EXERCISE BRIEF » When you reach the line containing "translate:-50% -50%; white-space:nowrap;" in the entries below, begin reproducing lines exactly, and stop once the line containing "padding:3px 9px; background:#fff;" is done.

INPUT DATA »
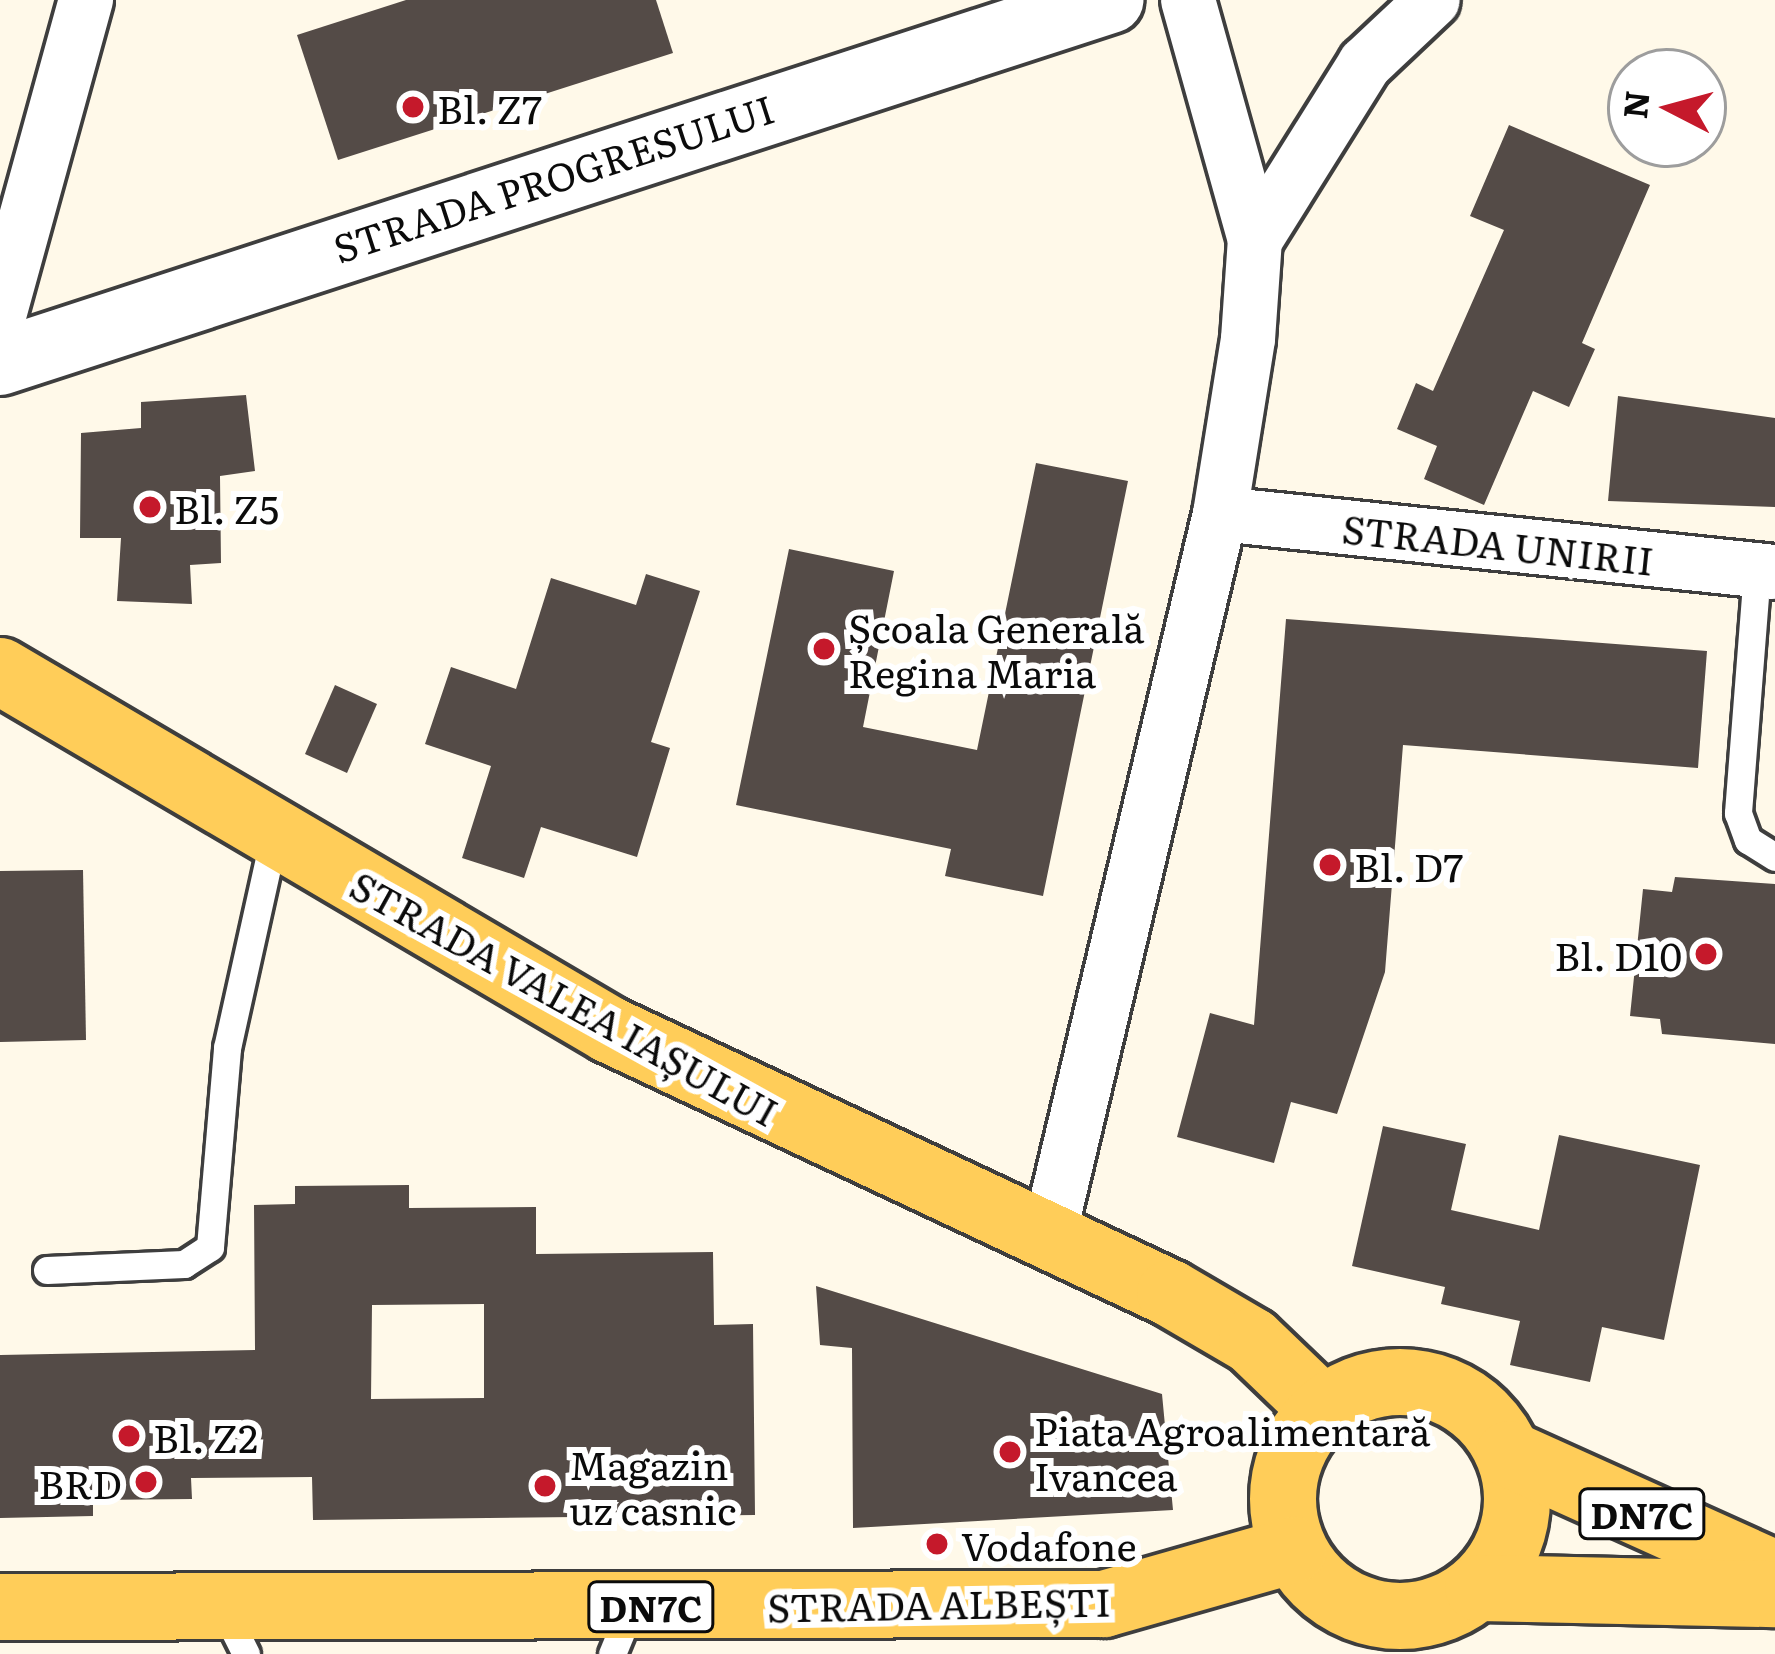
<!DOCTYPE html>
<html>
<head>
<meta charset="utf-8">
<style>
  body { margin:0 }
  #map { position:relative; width:1775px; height:1654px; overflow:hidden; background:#fff9e9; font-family:Literata,serif }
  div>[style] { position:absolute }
  .building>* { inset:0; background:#544b47 }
  .roads { filter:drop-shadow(3px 0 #3e3e3e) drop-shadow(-3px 0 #3e3e3e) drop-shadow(0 3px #3e3e3e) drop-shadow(0 -3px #3e3e3e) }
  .service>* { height:27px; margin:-13.5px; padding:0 13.5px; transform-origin:13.5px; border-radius:13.5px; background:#fff }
  .minor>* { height:54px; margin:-27px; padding:0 27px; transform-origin:27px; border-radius:27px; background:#fff }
  .tertiary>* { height:66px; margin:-33px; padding:0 33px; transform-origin:33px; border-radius:33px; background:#fff }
  .primary>* { height:66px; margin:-33px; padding:0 33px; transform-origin:33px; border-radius:33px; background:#ffcd59 }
  .primary>.ring { margin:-33px; padding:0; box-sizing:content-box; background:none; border:66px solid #ffcd59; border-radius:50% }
  .dots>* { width:33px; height:33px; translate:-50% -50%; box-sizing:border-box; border:6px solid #fff; border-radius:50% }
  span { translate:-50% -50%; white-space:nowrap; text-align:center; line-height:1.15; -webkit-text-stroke:12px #fff; paint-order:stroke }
  .shield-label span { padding:3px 9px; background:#fff; border:3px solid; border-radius:9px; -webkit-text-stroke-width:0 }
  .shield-label { font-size:36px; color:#0b0b0b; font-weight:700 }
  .poi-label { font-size:39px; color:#0b0b0b }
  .left { translate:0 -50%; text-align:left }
  .right { translate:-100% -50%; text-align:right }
  .street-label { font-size:39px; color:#0b0b0b }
  .north { position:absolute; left:1607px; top:48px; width:120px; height:120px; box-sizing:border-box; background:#fff; border:3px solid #9d9d9d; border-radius:50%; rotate:276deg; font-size:33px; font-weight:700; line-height:48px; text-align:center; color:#0b0b0b }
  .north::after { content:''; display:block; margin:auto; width:42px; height:54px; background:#c5192b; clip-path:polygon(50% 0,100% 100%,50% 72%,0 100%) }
</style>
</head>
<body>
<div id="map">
  <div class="building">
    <i style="clip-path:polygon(406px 0,656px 0,673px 53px,338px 160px,297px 35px)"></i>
    <i style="clip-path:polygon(1509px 125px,1650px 185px,1582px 343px,1595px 349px,1569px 407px,1533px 391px,1484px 505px,1424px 479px,1437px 446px,1397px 429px,1416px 383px,1433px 391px,1504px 230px,1470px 216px)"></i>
    <i style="clip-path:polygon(246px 395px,255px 471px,220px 476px,221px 563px,190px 565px,192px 604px,117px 601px,121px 538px,80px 538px,81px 433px,141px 428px,141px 402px)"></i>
    <i style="clip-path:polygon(1618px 396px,1775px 418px,1775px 507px,1608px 501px)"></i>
    <i style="clip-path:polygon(1036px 463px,1128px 481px,1043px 896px,945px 876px,951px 849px,736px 805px,789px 549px,894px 571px,863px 727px,977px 750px)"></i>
    <i style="clip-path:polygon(646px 574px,700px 591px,651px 742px,670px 748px,637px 857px,541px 827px,524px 878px,462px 858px,491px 766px,425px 744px,451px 667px,516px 689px,551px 578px,636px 605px)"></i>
    <i style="clip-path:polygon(1286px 619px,1707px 651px,1698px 768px,1403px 745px,1385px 972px,1337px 1114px,1291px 1102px,1274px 1163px,1177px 1137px,1210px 1013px,1254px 1025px)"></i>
    <i style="clip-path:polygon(335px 685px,377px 704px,347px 773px,305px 754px)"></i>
    <i style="clip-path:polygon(83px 870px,86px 1040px,0 1042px,0 871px)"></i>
    <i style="clip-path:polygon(1675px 877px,1775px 884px,1775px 1044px,1662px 1034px,1660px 1019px,1630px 1016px,1643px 889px,1672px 892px)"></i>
    <i style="clip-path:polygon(1383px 1126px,1466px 1144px,1451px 1210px,1539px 1230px,1559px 1135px,1700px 1165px,1664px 1340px,1602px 1327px,1590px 1382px,1510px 1365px,1520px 1321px,1441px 1304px,1445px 1287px,1352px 1266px)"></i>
    <i style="clip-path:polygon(evenodd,409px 1185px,409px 1208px,536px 1207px,536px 1254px,713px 1252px,714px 1325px,753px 1324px,755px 1515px,313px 1520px,312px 1477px,191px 1478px,192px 1499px,93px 1500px,93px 1516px,0 1518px,0 1355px,255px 1350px,254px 1205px,295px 1204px,295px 1186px,409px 1185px,484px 1304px,484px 1398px,371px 1399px,372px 1305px,484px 1304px)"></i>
    <i style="clip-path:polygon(816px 1286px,1162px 1394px,1173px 1510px,853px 1528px,852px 1348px,820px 1345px)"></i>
  </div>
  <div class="roads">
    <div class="service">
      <i style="left:1757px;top:571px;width:243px;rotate:94.5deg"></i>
      <i style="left:1738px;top:813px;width:29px;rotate:70deg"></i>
      <i style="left:1748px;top:840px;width:32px;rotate:32deg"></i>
      <i style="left:47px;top:1270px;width:137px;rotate:-2.5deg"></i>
      <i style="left:184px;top:1264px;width:31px;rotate:-33deg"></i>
      <i style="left:210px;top:1247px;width:200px;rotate:-85.1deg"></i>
      <i style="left:227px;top:1048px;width:217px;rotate:-77.5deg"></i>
      <i style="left:224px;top:1610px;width:49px;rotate:63.4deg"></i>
      <i style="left:612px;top:1654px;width:50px;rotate:-67.6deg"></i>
    </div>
    <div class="minor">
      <i style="left:1255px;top:240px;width:208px;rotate:-58deg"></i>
      <i style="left:1365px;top:64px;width:93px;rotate:-43.3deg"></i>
      <i style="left:0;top:312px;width:324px;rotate:-74.6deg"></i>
      <i style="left:1220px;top:514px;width:558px;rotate:5.97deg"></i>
      <i style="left:1049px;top:1235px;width:741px;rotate:-76.66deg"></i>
      <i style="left:1220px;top:514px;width:177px;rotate:-80.9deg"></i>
      <i style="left:1248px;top:339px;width:99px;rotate:-86deg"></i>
      <i style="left:1255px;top:240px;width:249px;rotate:-105.6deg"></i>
    </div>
    <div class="tertiary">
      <i style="left:0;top:362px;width:1168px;rotate:-18.06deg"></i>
    </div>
    <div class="primary">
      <i style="left:0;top:671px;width:708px;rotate:30.48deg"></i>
      <i style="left:610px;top:1030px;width:619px;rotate:25.16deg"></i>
      <i style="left:1170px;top:1293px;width:95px;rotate:30.3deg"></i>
      <i style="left:1252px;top:1341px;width:98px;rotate:43.8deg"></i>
      <i class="ring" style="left:1283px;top:1382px;width:168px;height:168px"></i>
      <i style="left:1509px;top:1454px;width:292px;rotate:24.3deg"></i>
      <i style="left:1478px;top:1588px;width:297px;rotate:1.2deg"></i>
      <i style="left:0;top:1607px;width:1104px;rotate:-0.16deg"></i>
      <i style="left:1104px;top:1604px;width:197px;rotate:-15.9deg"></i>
    </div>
  </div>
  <div class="dots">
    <i style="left:413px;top:107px;background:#c5192b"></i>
    <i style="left:150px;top:507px;background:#c5192b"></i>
    <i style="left:824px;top:649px;background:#c5192b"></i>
    <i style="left:1330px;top:865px;background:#c5192b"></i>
    <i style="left:1706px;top:954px;background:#c5192b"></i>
    <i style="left:129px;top:1436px;background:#c5192b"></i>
    <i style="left:1010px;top:1452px;background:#c5192b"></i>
    <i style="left:146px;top:1482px;background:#c5192b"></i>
    <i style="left:545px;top:1486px;background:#c5192b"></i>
    <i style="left:937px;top:1544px;background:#c5192b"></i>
  </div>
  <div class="shield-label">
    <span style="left:1642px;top:1514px">DN7C</span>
    <span style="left:651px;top:1607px">DN7C</span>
  </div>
  <div class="poi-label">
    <span class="left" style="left:437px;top:107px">Bl. Z7</span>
    <span class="left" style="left:174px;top:507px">Bl. Z5</span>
    <span class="left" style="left:848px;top:649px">Școala Generală<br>Regina Maria</span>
    <span class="left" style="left:1354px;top:865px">Bl. D7</span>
    <span class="right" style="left:1682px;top:954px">Bl. D10</span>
    <span class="left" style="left:1034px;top:1452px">Piata Agroalimentară<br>Ivancea</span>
    <span class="left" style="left:153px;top:1436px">Bl. Z2</span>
    <span class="left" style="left:569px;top:1486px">Magazin<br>uz casnic</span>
    <span class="right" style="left:122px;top:1482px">BRD</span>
    <span class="left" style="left:961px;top:1544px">Vodafone</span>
  </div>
  <div class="street-label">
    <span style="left:553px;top:177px;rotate:-18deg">STRADA PROGRESULUI</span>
    <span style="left:1498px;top:543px;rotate:6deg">STRADA UNIRII</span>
    <span style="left:565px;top:997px;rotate:29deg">STRADA VALEA IAȘULUI</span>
    <span style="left:939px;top:1603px;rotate:-1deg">STRADA ALBEȘTI</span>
  </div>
  <div class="north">N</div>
</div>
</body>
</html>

SOLUTION FOR THIS TASK »
  span { translate:-50% -50%; white-space:nowrap; text-align:center; line-height:1.15; -webkit-text-stroke:12px #fff; paint-order:stroke }
  .shield-label span { padding:3px 9px; background:#fff; border:3px solid; border-radius:9px; -webkit-text-stroke-width:0 }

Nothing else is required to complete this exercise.